## EXTRACTED INFORMATION
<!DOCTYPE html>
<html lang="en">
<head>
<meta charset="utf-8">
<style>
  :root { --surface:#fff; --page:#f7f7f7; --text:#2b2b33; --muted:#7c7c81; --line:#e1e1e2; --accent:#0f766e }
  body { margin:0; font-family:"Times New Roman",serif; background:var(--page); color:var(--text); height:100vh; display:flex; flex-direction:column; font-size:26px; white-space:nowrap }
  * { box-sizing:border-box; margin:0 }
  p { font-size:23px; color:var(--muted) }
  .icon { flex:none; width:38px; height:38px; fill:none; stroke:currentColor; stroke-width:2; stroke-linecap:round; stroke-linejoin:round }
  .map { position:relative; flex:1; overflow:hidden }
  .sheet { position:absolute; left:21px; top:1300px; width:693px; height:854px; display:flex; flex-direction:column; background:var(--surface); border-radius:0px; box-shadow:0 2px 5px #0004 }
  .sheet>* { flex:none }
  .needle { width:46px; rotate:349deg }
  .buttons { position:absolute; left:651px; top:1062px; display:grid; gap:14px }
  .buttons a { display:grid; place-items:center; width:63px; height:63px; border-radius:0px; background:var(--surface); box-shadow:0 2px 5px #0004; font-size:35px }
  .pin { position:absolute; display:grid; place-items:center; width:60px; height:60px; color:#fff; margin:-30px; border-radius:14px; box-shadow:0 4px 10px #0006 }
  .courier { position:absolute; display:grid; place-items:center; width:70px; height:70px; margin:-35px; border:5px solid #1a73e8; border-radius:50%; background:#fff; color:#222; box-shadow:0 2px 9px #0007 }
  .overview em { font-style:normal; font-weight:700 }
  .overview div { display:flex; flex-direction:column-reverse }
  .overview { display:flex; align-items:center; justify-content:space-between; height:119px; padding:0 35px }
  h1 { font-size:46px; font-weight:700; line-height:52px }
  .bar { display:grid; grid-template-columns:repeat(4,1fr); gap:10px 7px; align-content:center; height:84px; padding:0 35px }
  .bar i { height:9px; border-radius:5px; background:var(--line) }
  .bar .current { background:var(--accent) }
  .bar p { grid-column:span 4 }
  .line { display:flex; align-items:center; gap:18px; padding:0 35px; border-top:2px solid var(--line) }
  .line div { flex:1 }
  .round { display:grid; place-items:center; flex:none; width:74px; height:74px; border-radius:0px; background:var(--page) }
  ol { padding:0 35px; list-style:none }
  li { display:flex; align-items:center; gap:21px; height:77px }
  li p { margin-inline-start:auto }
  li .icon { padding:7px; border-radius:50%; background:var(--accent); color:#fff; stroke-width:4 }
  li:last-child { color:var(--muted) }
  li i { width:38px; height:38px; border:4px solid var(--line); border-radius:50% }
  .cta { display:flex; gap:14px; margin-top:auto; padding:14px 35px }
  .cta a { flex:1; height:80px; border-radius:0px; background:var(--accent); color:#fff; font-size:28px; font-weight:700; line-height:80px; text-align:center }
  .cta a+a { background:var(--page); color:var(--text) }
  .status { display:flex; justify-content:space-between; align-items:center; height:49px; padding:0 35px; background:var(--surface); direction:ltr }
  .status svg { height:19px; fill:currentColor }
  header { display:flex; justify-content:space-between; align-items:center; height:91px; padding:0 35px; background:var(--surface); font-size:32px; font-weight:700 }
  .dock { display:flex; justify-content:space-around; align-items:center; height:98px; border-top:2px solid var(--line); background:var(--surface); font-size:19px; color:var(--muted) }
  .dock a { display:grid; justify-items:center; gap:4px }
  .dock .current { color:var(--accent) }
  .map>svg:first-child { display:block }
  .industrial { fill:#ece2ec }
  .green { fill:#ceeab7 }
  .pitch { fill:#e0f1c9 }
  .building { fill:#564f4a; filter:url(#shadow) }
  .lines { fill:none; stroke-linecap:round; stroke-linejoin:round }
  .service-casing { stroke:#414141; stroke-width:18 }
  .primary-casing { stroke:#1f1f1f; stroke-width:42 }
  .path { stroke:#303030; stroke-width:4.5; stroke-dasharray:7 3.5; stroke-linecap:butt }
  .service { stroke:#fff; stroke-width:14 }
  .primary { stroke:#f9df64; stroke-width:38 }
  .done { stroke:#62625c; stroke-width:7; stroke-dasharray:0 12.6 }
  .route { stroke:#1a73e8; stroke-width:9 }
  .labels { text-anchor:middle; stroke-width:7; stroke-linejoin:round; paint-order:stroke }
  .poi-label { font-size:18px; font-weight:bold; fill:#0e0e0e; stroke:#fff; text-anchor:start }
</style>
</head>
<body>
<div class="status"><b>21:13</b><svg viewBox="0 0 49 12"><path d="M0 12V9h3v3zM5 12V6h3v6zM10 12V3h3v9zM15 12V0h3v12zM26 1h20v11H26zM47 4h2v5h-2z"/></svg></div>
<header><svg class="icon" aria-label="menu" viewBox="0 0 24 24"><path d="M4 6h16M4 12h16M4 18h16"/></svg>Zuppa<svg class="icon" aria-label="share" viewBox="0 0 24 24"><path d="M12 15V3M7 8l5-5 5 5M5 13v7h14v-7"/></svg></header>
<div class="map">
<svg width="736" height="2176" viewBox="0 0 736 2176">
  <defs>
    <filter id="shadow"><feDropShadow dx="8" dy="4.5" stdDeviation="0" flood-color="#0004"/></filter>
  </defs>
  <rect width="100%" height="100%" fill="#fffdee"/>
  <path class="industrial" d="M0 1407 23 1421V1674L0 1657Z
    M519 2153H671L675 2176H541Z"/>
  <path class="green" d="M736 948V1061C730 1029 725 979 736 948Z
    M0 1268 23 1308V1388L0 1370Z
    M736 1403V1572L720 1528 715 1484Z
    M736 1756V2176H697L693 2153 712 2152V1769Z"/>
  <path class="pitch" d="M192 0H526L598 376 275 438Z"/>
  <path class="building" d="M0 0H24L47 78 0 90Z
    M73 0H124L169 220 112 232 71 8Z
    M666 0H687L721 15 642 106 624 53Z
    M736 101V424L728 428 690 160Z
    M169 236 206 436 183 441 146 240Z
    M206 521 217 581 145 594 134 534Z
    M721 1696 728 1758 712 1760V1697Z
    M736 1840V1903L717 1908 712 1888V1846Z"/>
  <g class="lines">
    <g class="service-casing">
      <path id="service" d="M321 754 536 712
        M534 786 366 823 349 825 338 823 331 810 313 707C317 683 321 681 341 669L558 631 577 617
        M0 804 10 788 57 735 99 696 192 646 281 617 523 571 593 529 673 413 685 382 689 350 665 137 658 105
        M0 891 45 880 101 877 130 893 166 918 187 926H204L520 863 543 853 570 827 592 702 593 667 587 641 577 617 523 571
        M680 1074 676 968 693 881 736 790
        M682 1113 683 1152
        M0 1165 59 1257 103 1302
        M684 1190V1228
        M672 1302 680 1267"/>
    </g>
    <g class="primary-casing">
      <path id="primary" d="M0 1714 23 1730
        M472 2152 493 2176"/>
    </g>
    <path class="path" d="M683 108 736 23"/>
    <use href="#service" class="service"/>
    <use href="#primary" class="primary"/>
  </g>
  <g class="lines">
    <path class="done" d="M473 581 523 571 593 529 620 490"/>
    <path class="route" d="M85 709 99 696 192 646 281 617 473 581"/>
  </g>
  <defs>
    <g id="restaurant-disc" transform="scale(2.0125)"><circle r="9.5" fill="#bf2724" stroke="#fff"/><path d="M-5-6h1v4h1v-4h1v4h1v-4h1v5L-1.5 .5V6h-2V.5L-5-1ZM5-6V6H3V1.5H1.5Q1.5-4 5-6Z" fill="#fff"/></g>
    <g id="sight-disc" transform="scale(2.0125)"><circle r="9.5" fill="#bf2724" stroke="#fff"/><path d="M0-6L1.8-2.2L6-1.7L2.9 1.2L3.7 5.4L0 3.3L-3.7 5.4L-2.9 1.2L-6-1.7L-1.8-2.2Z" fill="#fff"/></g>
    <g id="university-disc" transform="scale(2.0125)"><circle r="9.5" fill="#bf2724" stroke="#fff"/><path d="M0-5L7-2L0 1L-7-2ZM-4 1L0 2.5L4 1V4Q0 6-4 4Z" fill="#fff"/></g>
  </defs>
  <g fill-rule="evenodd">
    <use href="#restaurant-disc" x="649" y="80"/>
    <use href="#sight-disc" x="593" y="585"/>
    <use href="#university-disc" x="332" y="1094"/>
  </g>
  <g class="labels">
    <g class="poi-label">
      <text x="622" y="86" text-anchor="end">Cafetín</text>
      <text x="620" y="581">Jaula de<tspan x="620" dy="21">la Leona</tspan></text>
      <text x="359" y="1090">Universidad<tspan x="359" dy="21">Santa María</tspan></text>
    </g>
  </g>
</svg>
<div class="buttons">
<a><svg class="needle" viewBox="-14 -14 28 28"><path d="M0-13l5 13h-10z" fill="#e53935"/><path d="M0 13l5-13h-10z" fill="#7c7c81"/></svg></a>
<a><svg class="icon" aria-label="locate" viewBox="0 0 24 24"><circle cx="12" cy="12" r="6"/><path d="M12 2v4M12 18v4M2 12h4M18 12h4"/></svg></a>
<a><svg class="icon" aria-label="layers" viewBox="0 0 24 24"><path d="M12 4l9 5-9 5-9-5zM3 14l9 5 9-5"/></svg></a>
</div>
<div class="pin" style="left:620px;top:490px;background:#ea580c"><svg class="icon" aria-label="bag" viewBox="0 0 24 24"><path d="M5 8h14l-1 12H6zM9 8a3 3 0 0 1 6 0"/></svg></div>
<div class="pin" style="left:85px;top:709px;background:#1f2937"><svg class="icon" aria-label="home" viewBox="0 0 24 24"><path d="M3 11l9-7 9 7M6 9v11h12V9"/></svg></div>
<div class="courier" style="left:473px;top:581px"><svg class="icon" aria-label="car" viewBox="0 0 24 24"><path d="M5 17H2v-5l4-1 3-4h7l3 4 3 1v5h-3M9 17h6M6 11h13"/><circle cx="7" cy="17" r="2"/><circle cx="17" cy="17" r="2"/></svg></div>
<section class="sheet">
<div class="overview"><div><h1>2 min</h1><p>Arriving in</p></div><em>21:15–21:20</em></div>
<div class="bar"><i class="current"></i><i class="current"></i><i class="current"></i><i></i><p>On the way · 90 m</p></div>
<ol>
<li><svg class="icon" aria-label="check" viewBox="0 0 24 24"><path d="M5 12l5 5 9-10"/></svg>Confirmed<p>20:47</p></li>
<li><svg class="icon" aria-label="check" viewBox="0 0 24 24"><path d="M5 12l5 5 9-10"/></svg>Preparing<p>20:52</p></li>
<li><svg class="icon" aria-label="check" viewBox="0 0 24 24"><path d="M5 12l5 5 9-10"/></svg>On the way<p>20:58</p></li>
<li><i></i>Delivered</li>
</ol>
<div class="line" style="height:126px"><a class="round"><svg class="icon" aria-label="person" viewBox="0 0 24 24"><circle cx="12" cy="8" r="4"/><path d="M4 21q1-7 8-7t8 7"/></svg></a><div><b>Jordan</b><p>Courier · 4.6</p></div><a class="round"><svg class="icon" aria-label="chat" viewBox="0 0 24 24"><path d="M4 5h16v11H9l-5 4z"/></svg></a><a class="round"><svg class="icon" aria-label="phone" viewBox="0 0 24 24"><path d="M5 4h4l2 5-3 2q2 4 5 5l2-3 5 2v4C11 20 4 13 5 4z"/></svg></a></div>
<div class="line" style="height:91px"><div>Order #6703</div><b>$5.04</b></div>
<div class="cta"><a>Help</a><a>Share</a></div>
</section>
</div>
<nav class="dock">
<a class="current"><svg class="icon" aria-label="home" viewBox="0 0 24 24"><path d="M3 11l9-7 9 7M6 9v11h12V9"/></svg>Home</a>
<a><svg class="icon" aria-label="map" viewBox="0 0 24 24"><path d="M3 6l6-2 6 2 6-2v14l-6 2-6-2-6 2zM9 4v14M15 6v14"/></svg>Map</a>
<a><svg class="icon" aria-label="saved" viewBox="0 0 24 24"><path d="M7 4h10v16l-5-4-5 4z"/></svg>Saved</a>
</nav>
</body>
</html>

## ASSIGNMENT
Every line in the data that holds the string "radius" should be copied.

## RESULT OF THE EXERCISE
  .sheet { position:absolute; left:21px; top:1300px; width:693px; height:854px; display:flex; flex-direction:column; background:var(--surface); border-radius:0px; box-shadow:0 2px 5px #0004 }
  .buttons a { display:grid; place-items:center; width:63px; height:63px; border-radius:0px; background:var(--surface); box-shadow:0 2px 5px #0004; font-size:35px }
  .pin { position:absolute; display:grid; place-items:center; width:60px; height:60px; color:#fff; margin:-30px; border-radius:14px; box-shadow:0 4px 10px #0006 }
  .courier { position:absolute; display:grid; place-items:center; width:70px; height:70px; margin:-35px; border:5px solid #1a73e8; border-radius:50%; background:#fff; color:#222; box-shadow:0 2px 9px #0007 }
  .bar i { height:9px; border-radius:5px; background:var(--line) }
  .round { display:grid; place-items:center; flex:none; width:74px; height:74px; border-radius:0px; background:var(--page) }
  li .icon { padding:7px; border-radius:50%; background:var(--accent); color:#fff; stroke-width:4 }
  li i { width:38px; height:38px; border:4px solid var(--line); border-radius:50% }
  .cta a { flex:1; height:80px; border-radius:0px; background:var(--accent); color:#fff; font-size:28px; font-weight:700; line-height:80px; text-align:center }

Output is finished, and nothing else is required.